Top-loading all guidance is tempting, but it breaks down quickly:
  • The relevant context can change during a run
  • Early guidance can be stale by the time the agent reaches a later step
  • Large prompt blocks dilute attention
  • Unrelated priors can push the agent toward the wrong behavior
Sovara retrieves priors at runtime so the injected context can match the current step instead of only the original user request.

Why not always inject?

Even relevant priors have a cost. Every injected token competes with task context, retrieved evidence, tool output, and the model’s own reasoning budget. Sovara avoids injecting when it should not. It also uses prefix-caching so stable prior context does not need to be retrieved and inserted repeatedly for the same effective prompt state.

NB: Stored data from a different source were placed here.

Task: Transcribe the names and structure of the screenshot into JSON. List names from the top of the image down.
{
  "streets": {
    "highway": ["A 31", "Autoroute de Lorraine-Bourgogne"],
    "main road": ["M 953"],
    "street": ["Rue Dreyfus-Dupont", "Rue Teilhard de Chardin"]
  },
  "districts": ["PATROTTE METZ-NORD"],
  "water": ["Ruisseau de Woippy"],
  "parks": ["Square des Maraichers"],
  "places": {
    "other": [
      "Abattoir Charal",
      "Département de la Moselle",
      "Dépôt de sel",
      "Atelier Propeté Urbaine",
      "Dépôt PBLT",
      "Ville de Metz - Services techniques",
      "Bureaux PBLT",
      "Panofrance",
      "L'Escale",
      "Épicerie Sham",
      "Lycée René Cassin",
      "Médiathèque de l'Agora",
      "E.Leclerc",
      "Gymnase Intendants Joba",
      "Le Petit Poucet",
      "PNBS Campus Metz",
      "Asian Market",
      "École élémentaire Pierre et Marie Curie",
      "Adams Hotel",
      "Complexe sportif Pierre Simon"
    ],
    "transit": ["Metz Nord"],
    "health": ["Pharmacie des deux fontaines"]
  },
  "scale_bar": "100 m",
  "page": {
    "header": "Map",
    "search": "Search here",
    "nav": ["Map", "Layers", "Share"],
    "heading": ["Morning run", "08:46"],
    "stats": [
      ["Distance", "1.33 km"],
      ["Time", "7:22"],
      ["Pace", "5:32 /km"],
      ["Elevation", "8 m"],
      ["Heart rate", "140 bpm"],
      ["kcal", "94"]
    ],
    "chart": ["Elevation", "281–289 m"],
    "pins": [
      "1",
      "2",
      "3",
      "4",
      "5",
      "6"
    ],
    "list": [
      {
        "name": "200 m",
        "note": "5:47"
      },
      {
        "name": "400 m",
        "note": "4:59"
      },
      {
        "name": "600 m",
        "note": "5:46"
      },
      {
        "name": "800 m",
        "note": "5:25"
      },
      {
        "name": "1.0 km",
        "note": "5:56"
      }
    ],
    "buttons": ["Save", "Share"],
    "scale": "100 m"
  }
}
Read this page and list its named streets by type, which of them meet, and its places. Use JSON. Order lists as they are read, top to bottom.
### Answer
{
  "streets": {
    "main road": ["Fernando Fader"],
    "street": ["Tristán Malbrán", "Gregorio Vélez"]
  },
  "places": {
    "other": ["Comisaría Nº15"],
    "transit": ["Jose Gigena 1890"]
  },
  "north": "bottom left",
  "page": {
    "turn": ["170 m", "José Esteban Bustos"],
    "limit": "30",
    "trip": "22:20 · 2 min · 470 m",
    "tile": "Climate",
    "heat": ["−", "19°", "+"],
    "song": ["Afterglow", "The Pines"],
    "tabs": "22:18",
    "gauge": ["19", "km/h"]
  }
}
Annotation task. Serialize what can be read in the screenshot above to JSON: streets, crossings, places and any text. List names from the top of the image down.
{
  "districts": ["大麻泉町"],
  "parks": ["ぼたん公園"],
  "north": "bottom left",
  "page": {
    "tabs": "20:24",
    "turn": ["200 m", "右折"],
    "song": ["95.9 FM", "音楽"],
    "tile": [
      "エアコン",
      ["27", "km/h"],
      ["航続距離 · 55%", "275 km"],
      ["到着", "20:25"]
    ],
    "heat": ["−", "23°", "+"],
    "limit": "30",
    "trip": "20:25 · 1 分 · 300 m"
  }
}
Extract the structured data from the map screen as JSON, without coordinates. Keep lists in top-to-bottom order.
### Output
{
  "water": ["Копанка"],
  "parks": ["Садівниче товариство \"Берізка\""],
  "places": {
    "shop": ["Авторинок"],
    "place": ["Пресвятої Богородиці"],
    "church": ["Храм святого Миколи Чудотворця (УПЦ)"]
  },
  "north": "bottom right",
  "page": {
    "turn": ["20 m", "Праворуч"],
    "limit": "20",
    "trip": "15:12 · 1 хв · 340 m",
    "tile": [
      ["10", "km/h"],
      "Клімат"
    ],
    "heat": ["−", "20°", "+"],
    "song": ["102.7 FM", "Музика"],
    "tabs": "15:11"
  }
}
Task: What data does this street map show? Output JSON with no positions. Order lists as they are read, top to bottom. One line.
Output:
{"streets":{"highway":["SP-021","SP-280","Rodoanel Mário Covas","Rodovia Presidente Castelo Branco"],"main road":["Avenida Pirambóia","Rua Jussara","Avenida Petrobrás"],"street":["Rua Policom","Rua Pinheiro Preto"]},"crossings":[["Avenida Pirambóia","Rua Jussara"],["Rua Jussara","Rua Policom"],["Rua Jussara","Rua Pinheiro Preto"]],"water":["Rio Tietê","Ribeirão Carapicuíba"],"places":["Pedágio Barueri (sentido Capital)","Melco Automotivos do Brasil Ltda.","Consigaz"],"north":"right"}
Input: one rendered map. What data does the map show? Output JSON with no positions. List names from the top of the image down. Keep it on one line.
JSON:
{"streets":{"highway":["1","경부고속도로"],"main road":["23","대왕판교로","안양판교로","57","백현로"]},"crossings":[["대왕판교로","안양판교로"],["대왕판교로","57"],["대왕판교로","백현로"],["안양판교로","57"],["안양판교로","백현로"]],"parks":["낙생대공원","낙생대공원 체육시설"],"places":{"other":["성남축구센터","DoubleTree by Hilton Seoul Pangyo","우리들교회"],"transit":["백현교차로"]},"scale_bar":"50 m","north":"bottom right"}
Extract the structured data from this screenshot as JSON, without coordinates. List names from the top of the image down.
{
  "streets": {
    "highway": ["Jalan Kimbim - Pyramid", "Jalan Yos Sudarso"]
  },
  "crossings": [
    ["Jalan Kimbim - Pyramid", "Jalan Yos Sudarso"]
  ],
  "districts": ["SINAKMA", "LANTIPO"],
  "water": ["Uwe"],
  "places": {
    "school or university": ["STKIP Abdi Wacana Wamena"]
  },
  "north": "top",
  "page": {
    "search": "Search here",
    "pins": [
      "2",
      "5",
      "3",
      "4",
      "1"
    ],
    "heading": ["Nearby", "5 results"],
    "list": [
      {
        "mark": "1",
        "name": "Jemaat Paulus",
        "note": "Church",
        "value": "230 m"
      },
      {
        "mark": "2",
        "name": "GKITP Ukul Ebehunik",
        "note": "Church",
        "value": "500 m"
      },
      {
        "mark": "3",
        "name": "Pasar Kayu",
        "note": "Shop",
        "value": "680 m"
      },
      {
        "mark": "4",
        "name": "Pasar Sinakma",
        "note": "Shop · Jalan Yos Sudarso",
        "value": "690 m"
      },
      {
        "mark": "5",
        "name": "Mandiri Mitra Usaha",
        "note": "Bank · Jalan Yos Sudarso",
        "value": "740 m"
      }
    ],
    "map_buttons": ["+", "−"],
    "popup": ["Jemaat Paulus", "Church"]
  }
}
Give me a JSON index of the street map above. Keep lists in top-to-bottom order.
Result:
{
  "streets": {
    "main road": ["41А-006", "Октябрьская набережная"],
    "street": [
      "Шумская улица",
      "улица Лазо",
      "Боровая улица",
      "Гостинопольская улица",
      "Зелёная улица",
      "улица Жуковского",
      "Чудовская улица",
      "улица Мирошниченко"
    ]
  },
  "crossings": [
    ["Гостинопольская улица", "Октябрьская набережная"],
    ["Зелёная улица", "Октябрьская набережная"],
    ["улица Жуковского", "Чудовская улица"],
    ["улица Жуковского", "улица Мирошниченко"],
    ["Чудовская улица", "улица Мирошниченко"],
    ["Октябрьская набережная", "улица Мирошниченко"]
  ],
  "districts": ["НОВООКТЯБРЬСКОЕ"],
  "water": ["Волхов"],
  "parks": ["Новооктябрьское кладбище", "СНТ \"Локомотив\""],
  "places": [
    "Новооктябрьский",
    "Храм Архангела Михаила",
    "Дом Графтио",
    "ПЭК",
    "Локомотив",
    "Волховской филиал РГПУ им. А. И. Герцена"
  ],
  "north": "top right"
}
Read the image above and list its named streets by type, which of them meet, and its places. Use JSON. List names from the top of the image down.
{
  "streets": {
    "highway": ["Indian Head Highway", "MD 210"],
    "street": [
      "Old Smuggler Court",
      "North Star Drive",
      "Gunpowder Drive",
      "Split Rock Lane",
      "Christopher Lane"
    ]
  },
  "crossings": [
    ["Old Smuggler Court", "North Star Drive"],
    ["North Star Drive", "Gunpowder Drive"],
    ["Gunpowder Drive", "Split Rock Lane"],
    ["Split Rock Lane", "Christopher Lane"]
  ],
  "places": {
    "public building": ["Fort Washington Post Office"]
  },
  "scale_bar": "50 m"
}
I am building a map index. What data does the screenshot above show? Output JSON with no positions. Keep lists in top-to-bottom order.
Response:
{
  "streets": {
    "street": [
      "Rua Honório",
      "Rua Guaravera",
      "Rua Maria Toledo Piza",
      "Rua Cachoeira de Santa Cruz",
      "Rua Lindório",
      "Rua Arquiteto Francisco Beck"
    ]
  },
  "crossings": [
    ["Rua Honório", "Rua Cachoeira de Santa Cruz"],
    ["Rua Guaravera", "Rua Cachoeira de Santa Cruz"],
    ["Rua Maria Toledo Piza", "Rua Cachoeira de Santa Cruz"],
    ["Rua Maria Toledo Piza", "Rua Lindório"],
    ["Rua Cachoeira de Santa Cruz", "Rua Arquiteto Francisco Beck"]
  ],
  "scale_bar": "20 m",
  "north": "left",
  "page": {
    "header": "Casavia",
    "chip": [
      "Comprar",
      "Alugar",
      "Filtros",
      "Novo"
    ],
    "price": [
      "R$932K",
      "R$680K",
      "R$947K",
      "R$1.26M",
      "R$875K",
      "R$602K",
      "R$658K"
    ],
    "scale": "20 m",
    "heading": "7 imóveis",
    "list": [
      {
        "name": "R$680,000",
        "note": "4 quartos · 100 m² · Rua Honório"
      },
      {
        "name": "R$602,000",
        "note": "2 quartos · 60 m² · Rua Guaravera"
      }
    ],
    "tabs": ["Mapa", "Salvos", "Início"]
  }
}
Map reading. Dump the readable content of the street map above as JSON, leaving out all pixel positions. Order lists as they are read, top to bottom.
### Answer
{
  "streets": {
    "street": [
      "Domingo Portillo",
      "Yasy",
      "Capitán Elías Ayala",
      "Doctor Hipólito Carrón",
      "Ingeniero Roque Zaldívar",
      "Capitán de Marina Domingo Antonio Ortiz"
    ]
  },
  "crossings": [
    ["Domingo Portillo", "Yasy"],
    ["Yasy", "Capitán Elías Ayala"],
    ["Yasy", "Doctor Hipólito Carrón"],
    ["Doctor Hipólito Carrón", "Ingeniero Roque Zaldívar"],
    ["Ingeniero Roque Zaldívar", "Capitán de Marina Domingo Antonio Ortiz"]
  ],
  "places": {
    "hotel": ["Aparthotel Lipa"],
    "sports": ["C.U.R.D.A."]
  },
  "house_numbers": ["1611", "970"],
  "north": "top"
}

Why not let the LLM decide?

An LLM can help reason about context, but it is not the right control point for every injection decision. The model may not know which prior is needed until after it has already missed the lesson. Sovara keeps more control by evaluating possible injection at the runtime step. That gives the system a chance to apply the right domain lesson before the model answers.

Configure injection

Open Settings and go to the project’s SovaraDB section.
  • Turn on Disable prior injection when a project should run without runtime priors.
  • Turn on Low-latency prior injection for latency-critical applications.
Low-latency mode trades some retrieval depth for speed. Use it when the agent is in a tight interactive loop and small latency changes matter. SovaraDB project settings for disabling prior injection and enabling low-latency mode SovaraDB project settings for disabling prior injection and enabling low-latency mode

Manual injection

Automatic injection is the default, but you can manually retrieve priors when you need explicit control. Manual injection must happen inside an active Sovara run. When Sovara detects a managed manual <sovara-priors> block for a call, it skips automatic retrieval for that same call.
from openai import OpenAI
import sovara
from sovara.runner.priors import inject_priors

client = OpenAI()

def answer(question: str) -> str:
    with sovara.run("financial-analysis"):
        priors_context = inject_priors(
            context={"question": question},
            method="retrieve",
        )
        prompt = f"{priors_context}\n\nQuestion: {question}" if priors_context else question

        response = client.responses.create(
            model="gpt-5.4-mini",
            input=prompt,
        )
        return response.output_text
Use manual injection sparingly. It is best for custom orchestration, scoped experiments, or paths where you know exactly which retrieval context should be used.